- Theatrical release poster
- Spanish: El color de las nubes
- Directed by: Mario Camus
- Screenplay by: Mario Camus; Miguel Rubio;
- Based on: a story by Mario Camus
- Starring: Julia Gutiérrez Caba; Ana Duato; Antonio Valero; José Mª Domenech; Simón Andreu; Pedro Barrejón; Adis Suljic; Ramón Langa; Manolo Zarzo; Fernando Valverde;
- Cinematography: Jaume Peracaula
- Edited by: José M. Biurrun
- Music by: Sebastián Mariné
- Production companies: Urbana Films; Sogepaq;
- Distributed by: Lauren Films
- Release dates: September 1997 (Zinemaldia); 3 October 1997 (Spain);
- Country: Spain
- Language: Spanish

= The Color of the Clouds =

The Color of the Clouds (El color de las nubes) is a 1997 Spanish drama film directed by Mario Camus which stars Julia Gutiérrez Caba, Ana Duato, Antonio Valero, and José María Doménech.

== Plot ==
The plot revolves around a house in a Cantabrian village owned by Doña Lola, from which a series of intertwined subplots spawn. Lola and her niece Clementina agree on hosting a Bosnian refugee child (sabotaged by impostor kid Bartolomé), an old fisherman and Lola's friend (Colo) finds a drug cache nearby, the former house owner's son tries to evict Lola, and Clementina develops a romance with a lawyer (Valerio).

== Production ==
The film was produced by Urbana Films alongside Sogepaq.

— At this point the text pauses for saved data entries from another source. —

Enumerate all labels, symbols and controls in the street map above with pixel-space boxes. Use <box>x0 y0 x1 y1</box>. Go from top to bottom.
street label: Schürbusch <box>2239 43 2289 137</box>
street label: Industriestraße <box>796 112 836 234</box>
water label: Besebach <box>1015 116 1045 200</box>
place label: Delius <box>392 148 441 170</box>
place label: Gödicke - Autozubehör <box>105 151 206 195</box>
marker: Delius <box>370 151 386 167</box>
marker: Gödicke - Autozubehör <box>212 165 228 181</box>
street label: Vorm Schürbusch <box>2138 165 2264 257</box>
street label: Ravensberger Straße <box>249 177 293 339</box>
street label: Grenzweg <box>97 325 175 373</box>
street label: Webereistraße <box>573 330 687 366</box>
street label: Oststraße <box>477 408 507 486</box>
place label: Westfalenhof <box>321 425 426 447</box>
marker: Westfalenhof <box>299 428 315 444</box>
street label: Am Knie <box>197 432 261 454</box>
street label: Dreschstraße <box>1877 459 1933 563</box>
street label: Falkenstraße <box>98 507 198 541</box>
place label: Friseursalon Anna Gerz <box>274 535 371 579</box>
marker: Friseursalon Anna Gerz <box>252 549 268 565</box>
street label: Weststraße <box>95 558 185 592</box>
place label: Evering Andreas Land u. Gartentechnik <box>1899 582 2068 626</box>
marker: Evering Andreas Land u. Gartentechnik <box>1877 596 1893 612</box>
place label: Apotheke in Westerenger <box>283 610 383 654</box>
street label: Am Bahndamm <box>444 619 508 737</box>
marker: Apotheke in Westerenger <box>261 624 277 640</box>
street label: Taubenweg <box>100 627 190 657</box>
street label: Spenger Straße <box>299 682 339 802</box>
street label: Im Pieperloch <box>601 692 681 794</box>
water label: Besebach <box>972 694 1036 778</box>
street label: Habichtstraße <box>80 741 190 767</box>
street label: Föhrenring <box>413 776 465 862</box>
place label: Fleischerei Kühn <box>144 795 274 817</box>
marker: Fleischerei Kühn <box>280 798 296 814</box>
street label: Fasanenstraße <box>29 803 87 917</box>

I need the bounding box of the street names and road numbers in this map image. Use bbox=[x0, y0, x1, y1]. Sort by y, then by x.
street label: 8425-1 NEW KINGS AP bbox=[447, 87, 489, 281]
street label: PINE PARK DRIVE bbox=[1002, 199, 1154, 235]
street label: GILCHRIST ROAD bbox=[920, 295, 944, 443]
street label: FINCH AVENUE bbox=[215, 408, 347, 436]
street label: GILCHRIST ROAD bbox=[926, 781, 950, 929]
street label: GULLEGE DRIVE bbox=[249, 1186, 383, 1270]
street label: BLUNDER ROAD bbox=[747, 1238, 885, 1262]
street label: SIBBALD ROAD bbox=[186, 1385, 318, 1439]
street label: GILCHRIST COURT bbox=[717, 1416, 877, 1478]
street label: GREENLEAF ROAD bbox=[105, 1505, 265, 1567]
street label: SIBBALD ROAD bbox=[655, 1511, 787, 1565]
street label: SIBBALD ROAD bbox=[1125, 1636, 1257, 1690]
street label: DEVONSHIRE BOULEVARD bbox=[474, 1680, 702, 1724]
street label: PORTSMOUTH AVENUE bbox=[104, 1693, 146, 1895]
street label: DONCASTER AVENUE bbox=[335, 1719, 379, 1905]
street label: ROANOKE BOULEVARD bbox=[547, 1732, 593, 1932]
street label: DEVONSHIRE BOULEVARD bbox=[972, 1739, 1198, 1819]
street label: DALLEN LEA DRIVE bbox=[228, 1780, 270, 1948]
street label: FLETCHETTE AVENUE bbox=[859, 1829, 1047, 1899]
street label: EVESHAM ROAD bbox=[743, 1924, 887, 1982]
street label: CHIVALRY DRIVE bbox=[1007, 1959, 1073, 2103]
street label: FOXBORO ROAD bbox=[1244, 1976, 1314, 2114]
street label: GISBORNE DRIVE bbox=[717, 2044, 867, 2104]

It was shot in Cantabria.

== Release ==
Selected in the 45th San Sebastián International Film Festival's official selection, the film premiered in September 1997. Distributed by Lauren Films, it was theatrically released in Spain on 3 October 1997.

== Reception ==
Jonathan Holland of Variety deemed the film to be Camus' best for some years, "a complex but uncomplicated, lyrical but hard-edged adventure-cum-mood piece, with the kind of luminous maturity and compassion to seduce offshore arthouse auds".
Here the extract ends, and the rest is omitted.